Luther insists just as rigidly, as does the Formula, on a radical differentiation between imputed and inchoate righteousness, only his terms for this are “passive” and “active” righteousness. Luther devotes a whole introductory section to this topic, under the title, “The Argument of St. Paul’s Epistle to the Galatians.” The distinctively “Christian righteousness,” by which alone we are justified and saved, “is heavenly and passive,” that is, Christ’s. All the various forms of earthly, active righteousness are excluded from this.

[ . . . ]

Luther’s sublime comment on Psalm 5:2-3 provides a suitable conclusion:

By the reign of His humanity or (as the Apostle says) His flesh, which takes place in faith, He conforms us to Himself and crucibles us, making genuine men, that is wretches and sinners, out of unhappy and haughty gods.

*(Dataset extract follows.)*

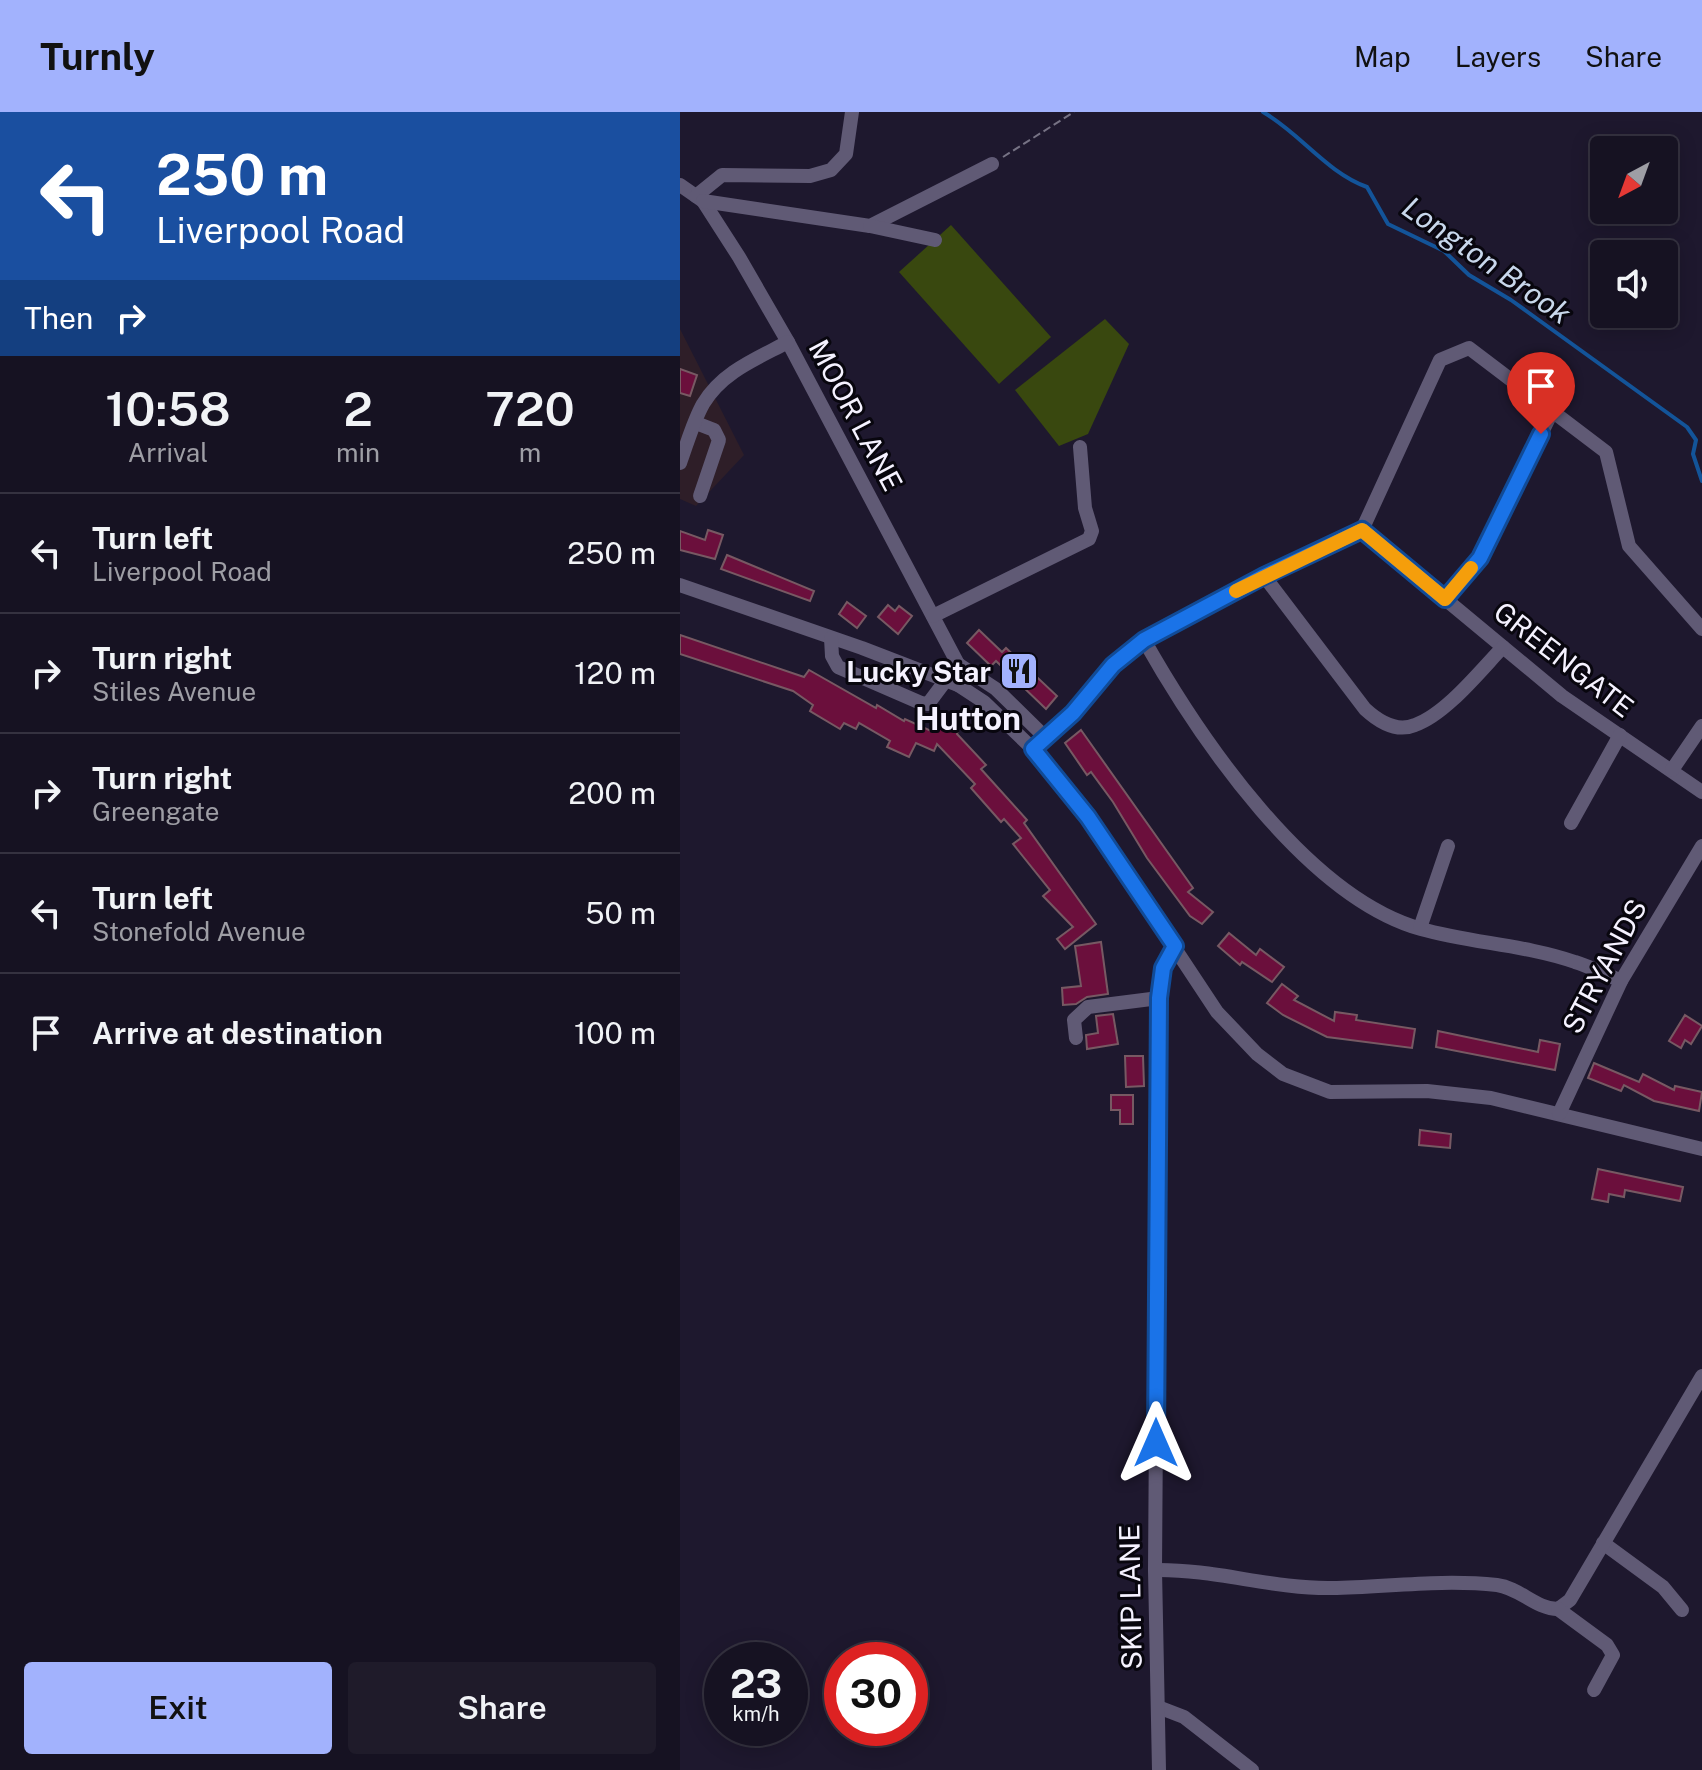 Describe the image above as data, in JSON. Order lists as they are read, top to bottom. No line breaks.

For because we rose in Adam towards the likeness of God, He came down into our likeness, in order to lead us back to a knowledge of ourselves. And this takes place in the mystery [sacramentumof the Incarnation. This is the reign of faith, in which the Cross of Christ holds sway, throwing down a divinity perversely sought and calling back a humanity [with its] despised weakness of the flesh, which had been perversely abandoned. But by the reign of [His] divinity and glory He will conform [configurabitus to the body of His glory, that we might be like Him, now neither sinners nor weak, neither led nor ruled, but ourselves kings and sons of God like the angels. Then will be said in fact “my God,” which is now said in hope. For it is not unfitting that he says first “my King” and then “my God,” just as Thomas the Apostle, in the last chapter of Saint John, says, “My Lord and my God.” For Christ must be grasped first as Man and then as God, and the Cross of His humanity must be sought before the glory of His divinity. Once we have got Christ the Man, He will bring along Christ the God of His Own accord.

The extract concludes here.